_WHAT YOU WILL DO:_ Only the lines below starting at the one that contains "function paint(path, color)" and ending at the one that contains "function label(font, color, halo, rows, align" are to be reproduced, exactly and with both ends kept.

_DATA TO EXAMINE:_
----------

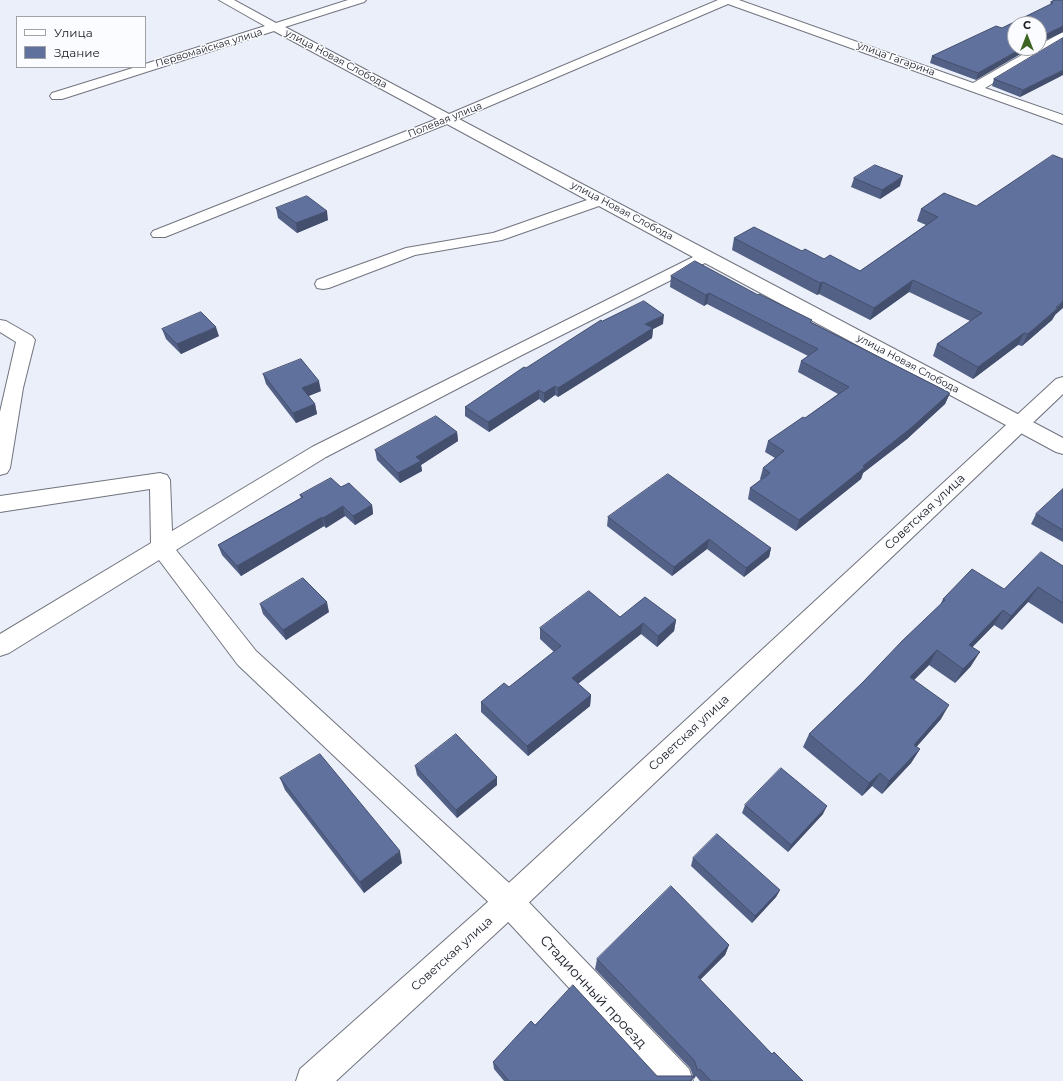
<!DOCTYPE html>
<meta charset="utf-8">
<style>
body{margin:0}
#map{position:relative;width:1063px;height:1081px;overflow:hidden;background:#ebeffa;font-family:Montserrat,sans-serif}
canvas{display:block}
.legend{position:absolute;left:16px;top:16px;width:130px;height:52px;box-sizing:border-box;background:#fbfcff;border:1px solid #a1a2a5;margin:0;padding:5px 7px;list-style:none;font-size:12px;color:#1a1b1f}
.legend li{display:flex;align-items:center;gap:8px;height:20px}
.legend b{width:20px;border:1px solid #a1a2a5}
.north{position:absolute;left:1007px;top:16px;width:40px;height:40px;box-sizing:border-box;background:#fbfcff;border:1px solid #a1a2a5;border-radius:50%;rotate:0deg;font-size:11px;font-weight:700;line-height:16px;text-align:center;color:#1a1b1f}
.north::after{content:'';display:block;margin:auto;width:14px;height:18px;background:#3c6522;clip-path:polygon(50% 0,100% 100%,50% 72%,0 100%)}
</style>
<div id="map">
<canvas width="1063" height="1081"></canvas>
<ul class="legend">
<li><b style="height:5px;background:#fff"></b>Улица</li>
<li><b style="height:11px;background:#61719d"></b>Здание</li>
</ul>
<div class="north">С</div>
</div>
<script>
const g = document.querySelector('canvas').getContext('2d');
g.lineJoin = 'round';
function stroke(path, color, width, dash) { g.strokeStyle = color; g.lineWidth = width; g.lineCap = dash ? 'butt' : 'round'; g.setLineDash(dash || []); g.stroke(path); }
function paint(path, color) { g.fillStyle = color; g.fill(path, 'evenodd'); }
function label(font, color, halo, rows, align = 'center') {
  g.font = font + ' Montserrat,sans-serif'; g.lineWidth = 3; g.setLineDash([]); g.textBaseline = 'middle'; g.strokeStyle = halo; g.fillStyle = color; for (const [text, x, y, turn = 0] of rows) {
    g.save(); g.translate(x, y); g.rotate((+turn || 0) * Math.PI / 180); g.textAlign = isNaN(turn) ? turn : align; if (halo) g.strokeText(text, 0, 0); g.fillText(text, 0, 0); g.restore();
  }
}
const street = new Path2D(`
 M219 0H234L276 23 348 0H366L364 2 285 27 449 114 718 0H739L973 83 1034 48H1039V45L1063 32V41L985 88 1063 115V124L728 4 459 119 1063 438V454L1056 452 705 263 522 355 326 457 176 550 256 651 519 892 689 1069 693 1081H655L499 912 238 665 159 560 9 653 0 656V634L151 543 150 489 0 512V496L160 473 167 475 170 480 172 531 312 447 693 257 599 206 502 240 415 255 329 288 323 289 317 288 315 284 317 280 406 248 493 233 587 200 447 124 165 237H153L151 234 153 231 437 119 274 31 62 99H52L50 96 52 93 136 67H145V64L265 26Z
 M0 320 6 321 32 336 35 340 23 388 10 468 7 473 0 475V412L16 342 0 332Z`);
const secondary = new Path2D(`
 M1063 377V394L519 912 336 1081H296L300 1069 499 892 1056 379Z`);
stroke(street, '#71747e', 2);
stroke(secondary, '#71747e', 2);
paint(street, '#fff');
paint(secondary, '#fff');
paint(new Path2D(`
 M1052 0H1063V32L1039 43V24L976 80 930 63 932 56 1002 28 1050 5 1051 2 1054 0Z
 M1061 76 1020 97 992 86 994 79Z
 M854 178 900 186 880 199 851 187Z
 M944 193 1055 315 1052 320 1022 346 1018 345 973 379 933 356 937 344 970 321 909 292 870 320 819 294 817 295 732 250 734 238 802 251 824 259 860 271 926 225 917 221 921 209Z
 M276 208 328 220 297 233 278 218Z
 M671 276 758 295 950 393 945 404 907 439 863 473 861 479 796 531 748 499 750 488 761 480 760 479 763 468 775 458 765 452 768 441 805 418 838 394 798 372 801 361 808 356 707 304 704 306 670 287Z
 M663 324 653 329 652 338 558 397 555 395 544 403 539 399 489 432 465 416V407L526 368Z
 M162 329 219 336 181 354 166 339Z
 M263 374 321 391 308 396 315 404 317 414 296 423 266 384Z
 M457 432 458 441 421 465 422 471 400 483 377 460 375 450Z
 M341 487 372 505 373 514 355 525 345 516 326 528 324 526 241 576 222 555 218 545 301 498 300 495Z
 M1063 489V542L1031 524 1036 514Z
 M608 517 771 548 769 557 744 577 707 549 672 576 607 526Z
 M1063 566V624L1028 602 1002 630 994 625 972 647 971 666 955 683 929 665 914 680 941 719 916 747 920 749 911 763 882 794 872 786 862 796 803 747 809 734 863 682 940 605 943 599 1004 589Z
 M260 604 329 612 286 640 263 614Z
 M620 617 676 620 674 631 657 647 641 634 578 684 591 695 590 706 528 756 481 712V702L509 687 554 652 540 639V628Z
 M415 766 497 785 457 818 417 775Z
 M280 778 402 863 364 893 285 790Z
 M745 805 823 814 788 852 742 813Z
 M693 858 780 890 776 897 752 923 691 866Z
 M729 945 725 955 700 980 772 1054 803 1081H700L696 1076 694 1079 693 1078 692 1081H504L494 1069 493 1062 535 1025 657 1076H693L690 1068 595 969 597 959Z`), '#536187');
paint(new Path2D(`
 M1063 26V32L1039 43 1041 37Z
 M1022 48H1031L976 80 978 73Z
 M1063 70V75L1061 76 1020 97 1023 90Z
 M903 176 900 186 880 199 882 190Z
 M327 211 328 220 297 233 296 223Z
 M913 280 909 292 870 320 874 308Z
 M823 282 819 294 817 295 820 283Z
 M709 293 707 304 704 306 706 295Z
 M1063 301V308L1055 315 1052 320 1022 346 1028 334Z
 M664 315 663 324 653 329 652 338 558 397V388L645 324Z
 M216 327 219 336 181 354 177 344Z
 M1024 333 1018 345 973 379 978 367Z
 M319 381 321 391 304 398 302 388Z
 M555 386V395L544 403V393Z
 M539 390V399L489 432 488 422Z
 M950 393 945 404 907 439 863 473 861 479 796 531 799 520 863 466Z
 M315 404 317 414 296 423 293 413Z
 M457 432 458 441 421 465 422 471 400 483 398 473 416 457Z
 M372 505 373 514 355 525 353 516Z
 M343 506 345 516 326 528 323 518Z
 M322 517 324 526 241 576 237 566Z
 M709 539 707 549 672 576 674 567Z
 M771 548 769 557 744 577 746 568Z
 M1038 587 1028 602 1002 630 1011 616Z
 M327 602 329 612 286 640 283 630Z
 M1003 610 994 625 961 659 969 645Z
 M676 620 674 631 657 647 658 636Z
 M643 623 641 634 571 689 572 678Z
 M937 650 929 665 902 692 910 677Z
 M980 652 971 666 955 683 963 669Z
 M591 695 590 706 528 756 527 746Z
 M949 705 941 719 906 759 914 745Z
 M920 749 911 763 882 794 889 781Z
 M880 773 872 786 862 796 869 783Z
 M497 777V785L457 818 456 810Z
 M827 806 823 814 788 852 791 845Z
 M400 851 402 863 364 893 360 882Z
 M780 890 776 897 752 923 755 916Z
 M729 945 725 955 694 986 698 977Z`), '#444f6e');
const building = new Path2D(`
 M1055 0H1063V26L1041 37 1040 40H1039V24H1015V48H1022L978 73 932 56 996 26 1002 28 1053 3 1051 2Z
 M1063 38V70L1023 90 994 79Z
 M1053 155 1063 159V301L1056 307 1058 308 1028 334 1024 333 978 367 937 344 982 313 913 280 874 308 823 282 820 283 734 238 754 227 802 251 805 249 824 259 830 255 860 271 938 217 921 209 944 193 976 206Z
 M875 165 903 176 882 190 854 178Z
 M307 196 327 211 296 223 276 208Z
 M695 261 758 295 759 294 812 320 810 322 950 393 911 428 863 466 865 467 799 520 750 488 770 473 763 468 784 451 768 441 803 417 805 418 849 387 801 361 818 349 709 293 706 295 671 276Z
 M644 301 664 315 645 324 653 328 558 388 555 386 544 393 539 390 488 422 465 407 524 367 526 368 601 320 602 321Z
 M201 312 216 327 177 344 162 329Z
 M301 359 319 381 302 388 315 404 293 413 263 374Z
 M436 416 457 432 416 457 421 461 398 473 375 450Z
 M668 474 771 548 746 568 709 539 674 567 608 517Z
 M331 478 341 487 349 483 372 505 353 516 343 506 323 518 322 517 237 566 218 545 303 497 300 495Z
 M1063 489V530L1036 514Z
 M1041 552 1063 566V603L1038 587 1011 616 1003 610 969 645 980 652 963 669 937 650 910 677 949 705 914 745 920 749 889 781 880 773 869 783 809 734 863 682 902 641 945 600 943 599 972 569 1004 589Z
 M303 578 327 602 283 630 260 604Z
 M589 591 620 617 645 597 676 620 658 636 643 623 572 678 591 695 527 746 481 702 504 683 509 687 561 646 540 628Z
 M456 734 497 777 456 810 415 766Z
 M320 754 400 851 360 882 280 778Z
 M781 768 827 806 791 845 745 805Z
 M717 834 780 890 755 916 693 858Z
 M671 886 729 945 698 977 772 1054 774 1052 803 1081H711L700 1069 698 1071 694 1060 597 959Z
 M573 985 657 1076H694L690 1081H509L493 1062 531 1021 535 1025Z`);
paint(building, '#61719d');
stroke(building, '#444f6e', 1);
label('10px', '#1a1b1f', '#fbfcff', [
 ["Первомайская улица",209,48,-17],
 ["улица Новая Слобода",336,59,28],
 ["улица Гагарина",896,59,20],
 ["Полевая улица",445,120,-22],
 ["улица Новая Слобода",622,211,28],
 ["улица Новая Слобода",908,364,28]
]);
label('12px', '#1a1b1f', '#fbfcff', [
 ["Советская улица",925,512,-43],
 ["Советская улица",689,733,-43],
 ["Советская улица",452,954,-42]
]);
label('14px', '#1a1b1f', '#fbfcff', [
 ["Стадионный проезд",593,992,47]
]);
</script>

----------

_OUTPUT FOR THIS EXERCISE:_
function paint(path, color) { g.fillStyle = color; g.fill(path, 'evenodd'); }
function label(font, color, halo, rows, align = 'center') {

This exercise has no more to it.